A Harvard study of androstenedione that was released two years ago, for example, showed that some products claiming to contain the steroid were filled with contaminants. “One had no andro at all,” says Joel Finkelstein, an endocrinologist and associate professor at Harvard who headed the study.

But even when players are aware of the dangers, it doesn’t always matter, New York Mets outfielder Jay Payton says. “Most guys, if you told them that at age 65 you’d have liver damage and heart problems and all that, they’d still say it’s worth it for this life,” he says.

Payton says he uses creatine and Hydroxycut, although he says he has never used illegal steroids or growth hormone. But even the dangers of ephedra do not deter him from using a product that helps him “get up” for a game.

“You hear of maybe three or four people in a year dying from it, but it’s not enough to scare someone off,” he says. “I’m in bigger danger just crossing the street.”

Yet some players throw their bodies out of whack for years at a time by overloading on supplements that can be helpful in moderate doses. And some deny themselves the benefits of certain supplements by improperly combining them with others.

Creatine, for example, was shown in a 1996 Belgian study to lose its muscle-building abilities when combined with caffeine. Hydroxycut contains caffeine, so a player using both supplements needs to make sure he is on one at a time to get the benefit of creatine.

But even medical professionals are impressed with how much the players figure out on their own.

“These guys are really sophisticated,” says Ron Livesey, a physician who is a partner in Anti-Aging Medicine Associates of Manhattan, a longevity clinic. “They’re more knowledgeable than some physicians.”

Part of the reason is that players turn themselves into both lab rat and scientist, testing and observing themselves in unscientific experiments that no university could ever perform.

It would be patently unethical to conduct studies on behavior known to be so dangerous, but players have developed their own rules.

For example, players figured out that andro increases both testosterone and estrogen, meaning they grew breasts as they developed muscles.

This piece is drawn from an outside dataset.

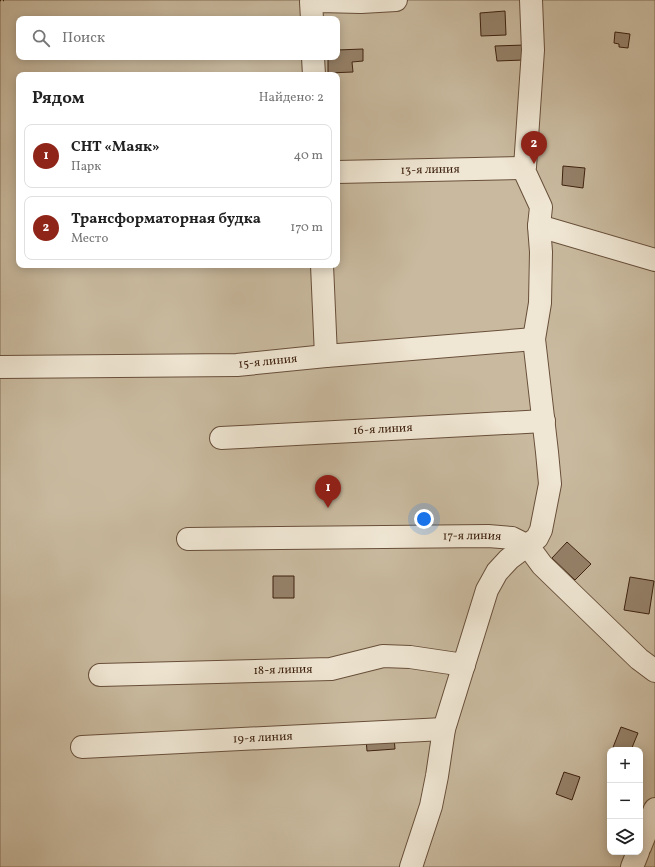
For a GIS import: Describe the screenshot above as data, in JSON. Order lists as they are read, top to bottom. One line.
{"streets":{"street":["13-я линия","15-я линия","16-я линия","17-я линия","18-я линия","19-я линия"]},"page":{"search":"Поиск","heading":["Рядом","Найдено: 2"],"list":[{"mark":"1","name":"СНТ «Маяк»","note":"Парк","value":"40 m"},{"mark":"2","name":"Трансформаторная будка","note":"Место","value":"170 m"}],"pins":["2","1"],"map_buttons":["+","−"]}}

So they started taking estrogen blockers like Tamoxifen, making sure their bodies only absorbed the testosterone they craved. Thus some hulking major league All-Stars take the same drugs as women with breast cancer. Players who take anabolic steroids and/or human growth hormone who wanted to avoid the inevitable water retention began taking diuretics to drain the fluid from their body.

“I think they’re much more educated and I think they have agents who are very much more educated,” Valentine says. “When I was playing, we had very little advice as to what to take. Now there’s a whole system with strength training and conditioning and nutrition that we provide.

“And there are outside sources, like agents, that we don’t know about. We monitor, but we have no idea what goes on and the extent of off-season programs.”